Mungkin banyak yang tidak terima saat saya menghubungkan antara partai dan mahasiswa. Sebab selama ini mahasiswa diidentikkan sebagai komunitas independent yang tidak bisa disusupi oleh kepentingan partai macam apapun. Namun, sepertinya kita harus mulai bisa membuka mata dan telinga. Mahasiswa kita tetap saja manusia yang punya keberpihakan politik. Mereka tetap punya hak-hak politik mereka, untuk memilih, dipilih bahkan menjadi pengurus. Sayangnya ada banyak kejadian-kejadian di lapangan yang akhirnya membuat kita terutama yang mahasiswa harus sering-sering mengingatkan teman-teman satu perjuangan untuk tetap bisa berpikir rasional dan obyektif. Mendukung bukan berarti menyetujui segala hal.

Kampus tempat saya belajar menyuguhkan banyak pilihan, termasuk juga pilihan untuk memilih partai politik. Bahkan ada partai politik yang punya masa pendukung yang cukup banayk dari kampus saya. lalu, salahkah? Tidak, itu tidak masalah. Sudut pandang kebebasan memilih mengatakan bahwa itu tidak salah. Namun, akan menjadi salah apabila cara mensikapinya ‘amburadul’. Sebagai contoh cara aktivasi masa. Pesan singkat aktivasi masa untuk Parpol tertentu dulu sering kali saya dapatkan. Mungkin karena saya terciri seperti pendukung parpol tertentu. Saya tidak pernah menyalahkan masalah itu, hanya saja bahasa yang digunakan untuk aktivasi adalah bahasa yang salah kaprah. Bagaimana tidak salah kaprah, kami semua disebut sebagai ‘kader kampus’, namun diajak aktivasi masyarakat untuk memilih salah satu pasangan calon (saat itu sedang pemilukada).

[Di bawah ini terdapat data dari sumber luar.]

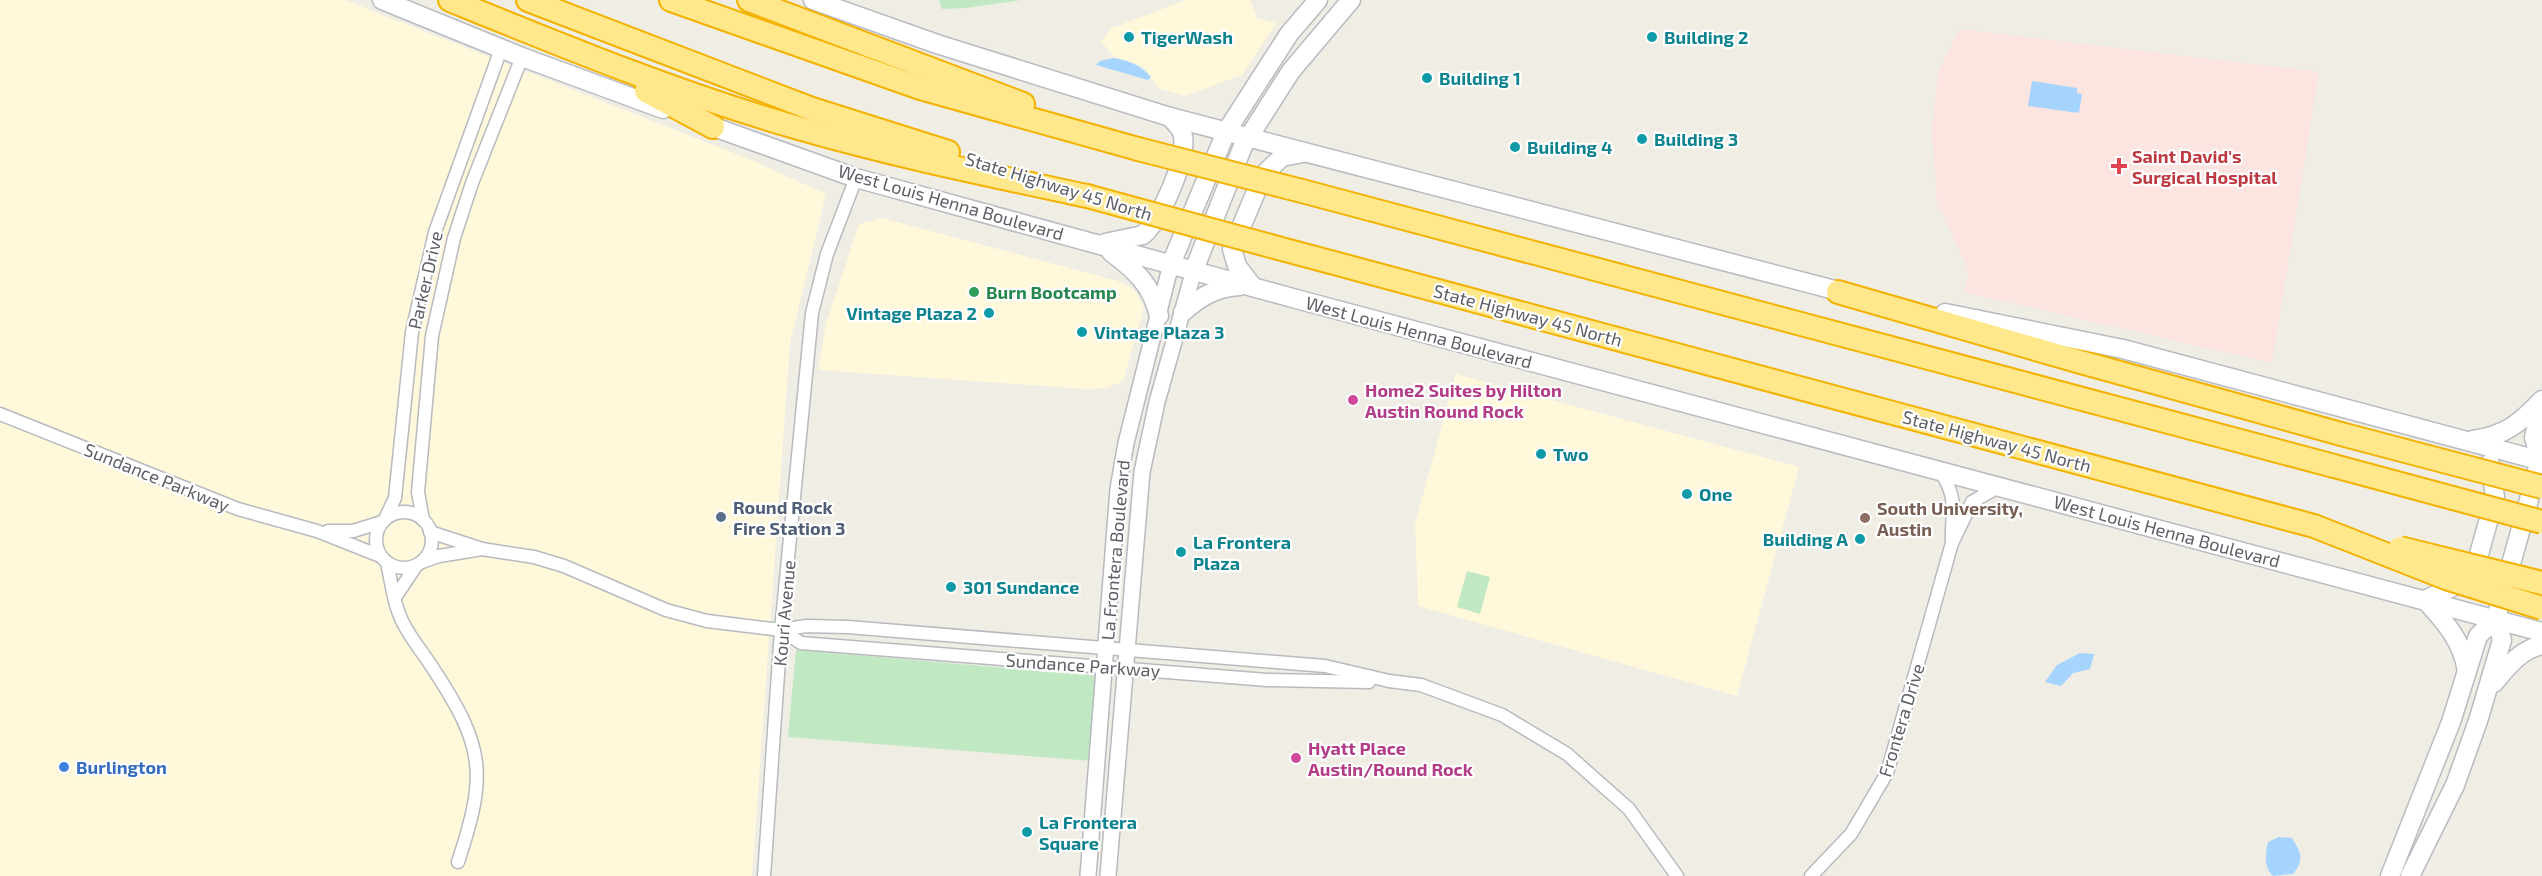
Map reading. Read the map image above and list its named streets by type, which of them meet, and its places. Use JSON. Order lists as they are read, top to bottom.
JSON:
{
  "streets": {
    "highway": ["State Highway 45 North"],
    "main road": ["West Louis Henna Boulevard", "La Frontera Boulevard"],
    "street": [
      "Parker Drive",
      "Sundance Parkway",
      "Kouri Avenue",
      "Frontera Drive"
    ]
  },
  "crossings": [
    ["West Louis Henna Boulevard", "Parker Drive"],
    ["West Louis Henna Boulevard", "La Frontera Boulevard"],
    ["West Louis Henna Boulevard", "Kouri Avenue"],
    ["Parker Drive", "Sundance Parkway"],
    ["Sundance Parkway", "La Frontera Boulevard"],
    ["Sundance Parkway", "Kouri Avenue"]
  ],
  "places": {
    "other": [
      "TigerWash",
      "Building 2",
      "Building 1",
      "Building 3",
      "Building 4",
      "Burn Bootcamp",
      "Vintage Plaza 2",
      "Vintage Plaza 3",
      "Home2 Suites by Hilton Austin Round Rock",
      "Two",
      "One",
      "Round Rock Fire Station 3",
      "South University, Austin",
      "Building A",
      "La Frontera Plaza",
      "301 Sundance",
      "Hyatt Place Austin/Round Rock",
      "Burlington",
      "La Frontera Square"
    ],
    "health": ["Saint David's Surgical Hospital"]
  }
}
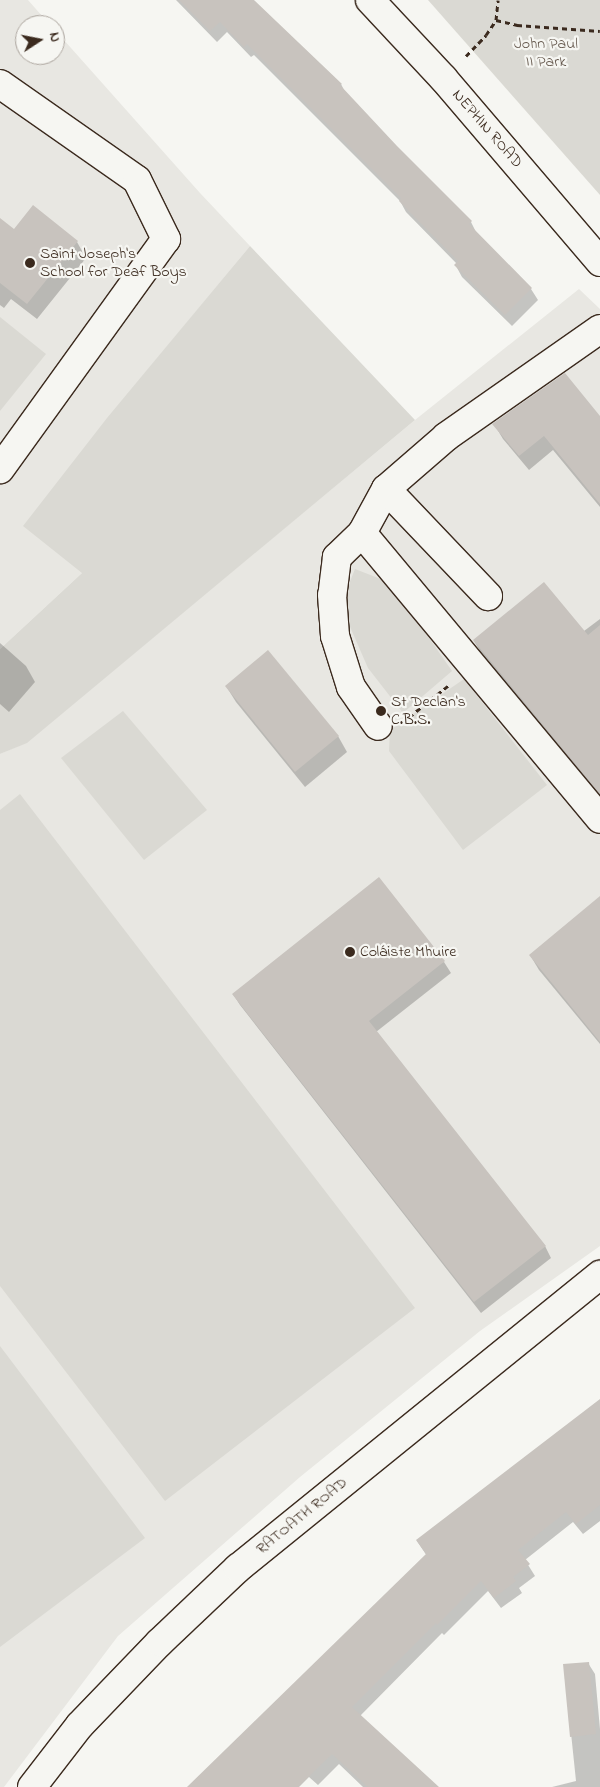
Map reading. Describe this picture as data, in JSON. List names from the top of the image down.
{
  "streets": {
    "main road": ["NEPHIN ROAD", "RATOATH ROAD"]
  },
  "parks": ["John Paul II Park"],
  "places": ["Saint Joseph's School for Deaf Boys", "St Declan's C.B.S.", "Coláiste Mhuire"],
  "north": "right"
}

Kebetulan calon tersebut berasal dari Parpol yang selama ini mempuyai banyak pendukung dari mahasiswa di kampus saya.

Saya yang sedari awal tidak pernah sepakat Parpol masuk kampus, hanya menanyakan satu hal.
“Kenapa P** tidak berani menggunakan kata ‘kader P**’? Kenapa harus pakai kata kader kampus?”

Bukan jawaban yang kemudian saya terima, justru (sejenis) hardikan yang saya terima.
“Anda mau atau tidak, kalau tidak mau tidak perlu berangkat kegiatan ini.”

Loh..apa-apaan ini? kenapa jadi saya yang disalahkan? Jelas-jelas ini aktivasi yang salah. Ini kampus, kenapa digunakan untuk aktivasi Parpol. Saat itu saya hanya berpikir, mungkin orang yang mengajak saya tidak cukup faham peraturan yang berlaku di kampus, bahwa Parpol tidak boleh masuk kampus.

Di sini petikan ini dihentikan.